ASSIGNMENT ▸ Report every line of the listing below in which the string "shadow" occurs.

***

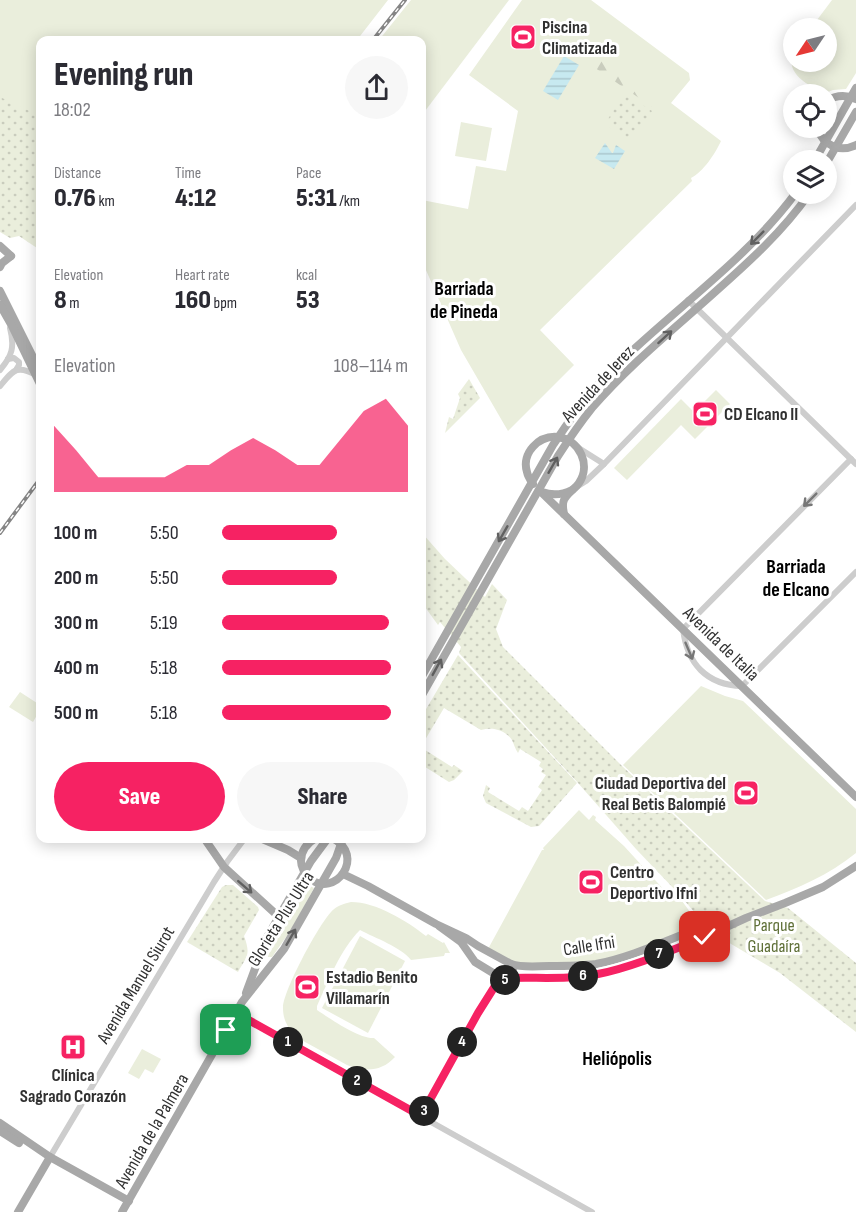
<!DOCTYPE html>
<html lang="en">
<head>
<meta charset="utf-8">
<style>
  body { margin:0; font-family:"Sofia Sans Condensed",sans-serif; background:#f7f7f7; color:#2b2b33; height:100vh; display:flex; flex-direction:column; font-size:22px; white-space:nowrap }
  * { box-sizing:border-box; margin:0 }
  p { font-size:20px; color:#7c7c81 }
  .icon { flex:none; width:33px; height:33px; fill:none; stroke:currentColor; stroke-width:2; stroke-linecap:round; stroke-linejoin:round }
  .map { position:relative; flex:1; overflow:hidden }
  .details { position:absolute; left:36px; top:36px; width:390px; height:807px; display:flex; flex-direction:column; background:#fff; border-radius:12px; box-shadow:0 3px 15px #0003 }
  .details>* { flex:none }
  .needle { width:39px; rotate:235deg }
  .controls { position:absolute; left:783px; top:18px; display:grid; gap:12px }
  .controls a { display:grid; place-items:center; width:54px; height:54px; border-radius:50%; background:#fff; box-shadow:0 3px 15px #0003; font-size:30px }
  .pin { position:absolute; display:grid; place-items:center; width:51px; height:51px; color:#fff; margin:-26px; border-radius:12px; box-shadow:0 3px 9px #0006 }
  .km { position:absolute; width:30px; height:30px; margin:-15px; border-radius:50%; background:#222; color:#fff; font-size:16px; line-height:30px; text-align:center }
  .round { display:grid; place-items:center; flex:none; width:63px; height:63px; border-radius:32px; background:#f7f7f7 }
  .headline { display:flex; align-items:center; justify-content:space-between; height:102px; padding:0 18px }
  h1 { font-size:33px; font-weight:800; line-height:45px }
  .stats { display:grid; grid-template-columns:repeat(3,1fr); gap:9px; height:102px; padding:6px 18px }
  .stats div { display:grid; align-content:center }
  .stats b { font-size:26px; font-weight:800 }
  .stats small { font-size:16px; font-weight:400 }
  .stats p { font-size:16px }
  .chart { height:168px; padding:12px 18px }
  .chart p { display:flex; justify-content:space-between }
  .chart svg { width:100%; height:108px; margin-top:6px; fill:#f62263; opacity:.7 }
  .cta { display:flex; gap:12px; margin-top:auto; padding:12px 18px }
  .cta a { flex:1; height:69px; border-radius:36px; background:#f62263; color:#fff; font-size:24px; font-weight:800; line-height:69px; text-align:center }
  .cta a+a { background:#f7f7f7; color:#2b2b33 }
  ul { padding:0 18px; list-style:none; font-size:20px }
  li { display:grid; grid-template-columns:96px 72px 1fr; align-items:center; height:45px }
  li i { height:15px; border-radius:8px; background:#f62263 }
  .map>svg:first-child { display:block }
  .grass { fill:#eaeedc }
  .forest { fill:url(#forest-firs) }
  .park { fill:url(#park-dots) }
  .water { fill:url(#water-rules) }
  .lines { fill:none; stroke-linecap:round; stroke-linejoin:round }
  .minor { stroke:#cdcdcd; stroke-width:6 }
  .major { stroke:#a8a8a8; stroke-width:8 }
  .rail-casing { stroke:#858585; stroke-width:4 }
  .rail { stroke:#fff; stroke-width:1.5; stroke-dasharray:4.5; stroke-linecap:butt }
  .oneway { stroke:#606060 }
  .oneway2 { stroke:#777 }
  .route-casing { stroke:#fff; stroke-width:12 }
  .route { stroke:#f62263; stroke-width:8 }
  .labels { text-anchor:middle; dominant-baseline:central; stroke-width:6; stroke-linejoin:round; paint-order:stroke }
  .poi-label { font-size:18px; font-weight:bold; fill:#303030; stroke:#fff; text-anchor:start }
  .street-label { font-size:18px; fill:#303030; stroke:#fff }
  .park-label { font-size:18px; fill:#5f7038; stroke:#fff }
  .neighbourhood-label { font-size:20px; font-weight:bold; fill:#000; stroke:#fff }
</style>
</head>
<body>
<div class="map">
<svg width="856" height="1212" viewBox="0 0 856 1212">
  <defs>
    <pattern id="forest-firs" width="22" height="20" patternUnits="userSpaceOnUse" patternTransform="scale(1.5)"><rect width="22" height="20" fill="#eaeedc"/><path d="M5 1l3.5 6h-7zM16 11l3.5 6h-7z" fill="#c9ccbd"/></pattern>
    <pattern id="park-dots" width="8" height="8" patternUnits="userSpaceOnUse" patternTransform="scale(1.5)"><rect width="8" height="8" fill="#eaeedc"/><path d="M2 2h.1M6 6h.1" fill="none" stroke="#c9ccbd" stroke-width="1.8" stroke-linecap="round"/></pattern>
    <pattern id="water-rules" width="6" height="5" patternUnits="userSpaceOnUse" patternTransform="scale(1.5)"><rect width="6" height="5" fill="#c7e9f0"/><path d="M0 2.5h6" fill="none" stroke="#abc8ce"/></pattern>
  </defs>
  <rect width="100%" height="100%" fill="#fff"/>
  <!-- grass -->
  <g class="grass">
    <polygon points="0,0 388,0 357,40 40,40 40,119 0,100"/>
    <polygon points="411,0 509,0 422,115 422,40 379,40"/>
    <path d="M522,0H591L689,73L690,80L671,103L721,141C715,154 703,172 691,178L692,181L540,330L574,365L508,431L461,350L422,261V200L468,209L476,166L506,171L518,111L469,75Z"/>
    <path d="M832,0H856V73L846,89L833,90L823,94C808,84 785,74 793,53L794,62H826V28H811Z"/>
    <polygon points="461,122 492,128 486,161 455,156"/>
    <polygon points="716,390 730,404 695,439 681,425 627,480 614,468 681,399 694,412"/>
    <path d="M701,686L725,696L743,701L856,809V853C829,875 798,888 766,900L623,765Z"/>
    <polygon points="20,692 40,705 40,710 33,722 9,707"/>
    <polygon points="579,810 589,820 593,815 596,817 595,820 624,846 666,892 674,890 693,916 694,923 680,932 651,945 596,962 519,964 488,949 542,850 544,850 543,848"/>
    <path d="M304,883L314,888L291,930L272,957H268C265,942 295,897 304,883Z"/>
    <path d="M351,902C376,902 407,921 426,936L428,934L443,943L444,942L450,953H445L444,956L411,960C401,947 375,938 360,930C340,950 329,980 317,1006V1010C329,1018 359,1039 374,1038L395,1057C381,1072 365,1072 347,1065L296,1037C288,1028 283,1020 283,1008C283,991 318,926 331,912C336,906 343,904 351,902Z"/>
    <polygon points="360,936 405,961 368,1033 322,1008"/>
    <polygon points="142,1049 161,1059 153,1073 145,1069 139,1079 128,1073"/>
  </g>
  <!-- forest -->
  <polygon class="forest" points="591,51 661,105 658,111 585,61"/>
  <!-- park -->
  <g class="park">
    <polygon points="624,93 652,111 629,141 605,124"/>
    <polygon points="0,97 40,116 40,250 19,236 10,238 0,232"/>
    <polygon points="469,379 480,398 445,433 449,417 453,419 460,398 458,394"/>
    <polygon points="422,533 445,559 485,597 492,584 507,600 496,629 503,647 622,766 765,901 788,908 856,963 856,1032 780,973 721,938 702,921 677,892 636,849 578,783 459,653 461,647 440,622 438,625 422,603"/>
    <path d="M458,655L577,783L539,826L531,827L486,803L483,796L486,785L490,788L488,792L519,811L522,807L528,811L542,790L538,787L546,775L541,772L543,769L539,766L541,762L520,749L518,753C515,749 514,744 512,740C504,729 492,727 481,730L444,708L422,745V716Z"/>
    <polygon points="422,748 452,767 454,765 463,771 454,780 449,782 422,765"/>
    <path d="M226,885H233L258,907L259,910L244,936C251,955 247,956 238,972L187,942L222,887Z"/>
  </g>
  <!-- water -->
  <g class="water">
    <polygon points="564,56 579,65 558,100 543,91"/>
    <polygon points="605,143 612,153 613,153 616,145 625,151 614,169 595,158"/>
  </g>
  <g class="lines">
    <!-- minor -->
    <g class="minor">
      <polyline points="688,300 856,464"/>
      <polyline points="8,359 14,358 19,362 19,365 16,370"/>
      <path d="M0,370C12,356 15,347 10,328"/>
      <path d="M0,386C13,371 16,364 36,375"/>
      <polyline points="577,447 604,464"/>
      <path d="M851,459L683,629C687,664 707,685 742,686L856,572"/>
      <polyline points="578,486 586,481 604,464 856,205"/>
      <polyline points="236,1013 592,1212"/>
      <polyline points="421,1116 478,1013 500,978"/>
      <polyline points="50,1157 214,882 227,862 245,838"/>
    </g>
    <!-- major -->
    <g class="major">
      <path d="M826,101C836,95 845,94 856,99"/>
      <path d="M817,128C823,145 839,153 856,145"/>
      <polyline points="815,160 856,88"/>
      <polyline points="826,164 856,112"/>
      <polyline points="0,246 11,256"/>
      <polyline points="0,267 2,263 11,256"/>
      <polyline points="0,291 40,371"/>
      <polyline points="0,305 12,326 40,384"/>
      <path d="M533,484C531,481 528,477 527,472C521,453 539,435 558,437C580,440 591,465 579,483C575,489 567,493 564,500C562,504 563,509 564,514"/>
      <polyline points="541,492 856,797"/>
      <path d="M542,492C553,496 562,495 572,490"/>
      <path d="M422,676L553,445C566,426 578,407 594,389C657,320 739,269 795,194"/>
      <path d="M422,695L558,456C569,439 580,423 592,408C629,365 674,329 715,292C750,261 783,231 809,194"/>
      <polyline points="204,838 224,867 278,916"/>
      <polyline points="260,838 288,850 301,858"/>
      <path d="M316,838C307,843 301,850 301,861C301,867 305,874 309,878C335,900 367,855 332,838"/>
      <polyline points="343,874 368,886 436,924 466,938 478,946 511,964 513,969 512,975 507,979 503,979 475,962 461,942 439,926"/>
      <polyline points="711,934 746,918 785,903 823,887 856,866"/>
      <path d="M511,964C523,968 537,966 549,966C564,966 580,966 596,964C632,957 667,940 702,927"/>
      <path d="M509,978L585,976L600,974L648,959L708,937C713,934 713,928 707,926L702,927L700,931L701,935L705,937"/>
      <polyline points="246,993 266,939 311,861 328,838"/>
      <polyline points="0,1123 50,1157 129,1201"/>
      <polyline points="0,1131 19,1143"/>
      <polyline points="18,1212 50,1157"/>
      <polyline points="122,1212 242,1002 284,949 336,858 343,838"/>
    </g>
    <!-- rail casing -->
    <g class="rail-casing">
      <g id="rail">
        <polyline points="373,40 405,0"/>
        <polyline points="0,533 40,479"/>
      </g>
    </g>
    <!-- rail -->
    <use href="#rail" class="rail"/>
  </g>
  <!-- one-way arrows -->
  <defs><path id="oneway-shaft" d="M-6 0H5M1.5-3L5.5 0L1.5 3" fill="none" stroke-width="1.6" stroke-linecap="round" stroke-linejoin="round" transform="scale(1.5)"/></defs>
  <g class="oneway">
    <use href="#oneway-shaft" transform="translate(757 238) rotate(135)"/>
    <use href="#oneway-shaft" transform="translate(665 337) rotate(-42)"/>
    <use href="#oneway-shaft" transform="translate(553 465) rotate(-60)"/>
    <use href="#oneway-shaft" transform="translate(503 534) rotate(120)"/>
    <use href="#oneway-shaft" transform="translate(437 667) rotate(-61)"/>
    <use href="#oneway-shaft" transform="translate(245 887) rotate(41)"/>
    <use href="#oneway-shaft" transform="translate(291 937) rotate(-60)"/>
  </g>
  <g class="oneway2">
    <use href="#oneway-shaft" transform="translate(810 500) rotate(135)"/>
    <use href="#oneway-shaft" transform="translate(689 651) rotate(67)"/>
  </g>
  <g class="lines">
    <!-- route casing -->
    <g class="route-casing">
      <path id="route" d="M226,1030L236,1013L421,1116L478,1013L500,978L505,980L509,978C537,977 571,980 598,974C633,967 672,950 705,937"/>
    </g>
    <!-- route -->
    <use href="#route" class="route"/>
  </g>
  <!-- icons -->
  <defs>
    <g id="stadium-square" transform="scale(1.35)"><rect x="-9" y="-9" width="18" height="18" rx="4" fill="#f62263" stroke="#fff"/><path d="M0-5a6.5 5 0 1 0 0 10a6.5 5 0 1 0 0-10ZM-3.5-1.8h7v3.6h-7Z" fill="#fff"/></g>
    <g id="hospital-square" transform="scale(1.35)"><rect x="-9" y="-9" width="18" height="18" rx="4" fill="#f62263" stroke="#fff"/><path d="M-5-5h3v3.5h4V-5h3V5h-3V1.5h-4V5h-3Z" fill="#fff"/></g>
  </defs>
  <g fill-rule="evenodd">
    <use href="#stadium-square" x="523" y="37"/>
    <use href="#stadium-square" x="705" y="414"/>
    <use href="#stadium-square" x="746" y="793"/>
    <use href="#stadium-square" x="591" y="882"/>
    <use href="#stadium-square" x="307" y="987"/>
    <use href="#hospital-square" x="73" y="1047"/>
  </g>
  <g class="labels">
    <!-- poi labels -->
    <g class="poi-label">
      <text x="542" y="27">Piscina<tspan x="542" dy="21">Climatizada</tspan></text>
      <text x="724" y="414">CD Elcano II</text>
      <text x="726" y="783" text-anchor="end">Ciudad Deportiva del<tspan x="726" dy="21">Real Betis Balompié</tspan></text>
      <text x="610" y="872">Centro<tspan x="610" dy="21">Deportivo Ifni</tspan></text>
      <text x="326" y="977">Estadio Benito<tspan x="326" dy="21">Villamarín</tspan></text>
      <text x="73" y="1075" text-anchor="middle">Clínica<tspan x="73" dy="21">Sagrado Corazón</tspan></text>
    </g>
    <!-- street labels -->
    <g class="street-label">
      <text transform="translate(598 384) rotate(-47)">Avenida de Jerez</text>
      <text transform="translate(721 644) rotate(44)">Avenida de Italia</text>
      <text transform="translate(281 919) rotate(-58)">Glorieta Plus Ultra</text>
      <text transform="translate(589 946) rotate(-9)">Calle Ifni</text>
      <text transform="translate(136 985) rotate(-59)">Avenida Manuel Siurot</text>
      <text transform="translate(152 1131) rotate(-60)">Avenida de la Palmera</text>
    </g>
    <!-- park labels -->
    <g class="park-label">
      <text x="774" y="925">Parque<tspan x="774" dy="21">Guadaíra</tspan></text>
    </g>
    <!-- neighbourhood labels -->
    <g class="neighbourhood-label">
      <text x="464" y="289">Barriada<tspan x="464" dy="23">de Pineda</tspan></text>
      <text x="796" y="567">Barriada<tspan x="796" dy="23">de Elcano</tspan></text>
      <text x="617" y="1059">Heliópolis</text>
    </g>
  </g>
</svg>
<div class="controls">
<a><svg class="needle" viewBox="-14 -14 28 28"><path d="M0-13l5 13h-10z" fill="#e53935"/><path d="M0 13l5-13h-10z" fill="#7c7c81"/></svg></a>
<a><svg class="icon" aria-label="locate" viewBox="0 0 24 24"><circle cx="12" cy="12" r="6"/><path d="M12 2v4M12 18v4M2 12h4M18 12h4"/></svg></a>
<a><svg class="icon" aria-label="layers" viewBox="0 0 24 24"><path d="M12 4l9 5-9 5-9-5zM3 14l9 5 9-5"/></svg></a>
</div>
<div class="pin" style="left:226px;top:1030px;background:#1e9e55"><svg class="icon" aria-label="arrive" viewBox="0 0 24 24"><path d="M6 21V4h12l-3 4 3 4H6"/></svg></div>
<div class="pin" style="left:705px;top:937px;background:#d93025"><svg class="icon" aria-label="check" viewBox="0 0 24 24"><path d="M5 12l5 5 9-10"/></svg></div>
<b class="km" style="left:288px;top:1042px">1</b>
<b class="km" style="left:357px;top:1081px">2</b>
<b class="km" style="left:424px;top:1111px">3</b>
<b class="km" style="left:462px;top:1042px">4</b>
<b class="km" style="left:505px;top:980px">5</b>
<b class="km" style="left:583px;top:976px">6</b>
<b class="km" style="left:659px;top:954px">7</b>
<section class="details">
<div class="headline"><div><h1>Evening run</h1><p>18:02</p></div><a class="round"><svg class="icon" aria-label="share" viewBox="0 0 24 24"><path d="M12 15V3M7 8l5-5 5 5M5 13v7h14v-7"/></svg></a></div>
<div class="stats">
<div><p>Distance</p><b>0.76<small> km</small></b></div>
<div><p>Time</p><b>4:12</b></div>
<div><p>Pace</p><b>5:31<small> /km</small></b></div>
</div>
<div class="stats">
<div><p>Elevation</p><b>8<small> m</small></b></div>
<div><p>Heart rate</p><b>160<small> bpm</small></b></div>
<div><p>kcal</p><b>53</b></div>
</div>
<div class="chart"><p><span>Elevation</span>108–114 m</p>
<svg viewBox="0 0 160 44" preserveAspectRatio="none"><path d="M0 44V17L10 27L20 38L30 38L40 38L50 38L60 33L70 33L80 27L90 22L100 27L110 33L120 33L130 22L140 11L150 6L160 17V44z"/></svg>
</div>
<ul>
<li><b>100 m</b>5:50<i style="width:62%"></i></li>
<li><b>200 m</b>5:50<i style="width:62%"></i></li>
<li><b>300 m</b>5:19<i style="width:90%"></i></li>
<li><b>400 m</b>5:18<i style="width:91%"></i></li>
<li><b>500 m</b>5:18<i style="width:91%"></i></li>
</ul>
<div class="cta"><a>Save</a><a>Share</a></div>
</section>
</div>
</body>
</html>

***

SOLUTION FOR THIS PROBLEM ▸
  .details { position:absolute; left:36px; top:36px; width:390px; height:807px; display:flex; flex-direction:column; background:#fff; border-radius:12px; box-shadow:0 3px 15px #0003 }
  .controls a { display:grid; place-items:center; width:54px; height:54px; border-radius:50%; background:#fff; box-shadow:0 3px 15px #0003; font-size:30px }
  .pin { position:absolute; display:grid; place-items:center; width:51px; height:51px; color:#fff; margin:-26px; border-radius:12px; box-shadow:0 3px 9px #0006 }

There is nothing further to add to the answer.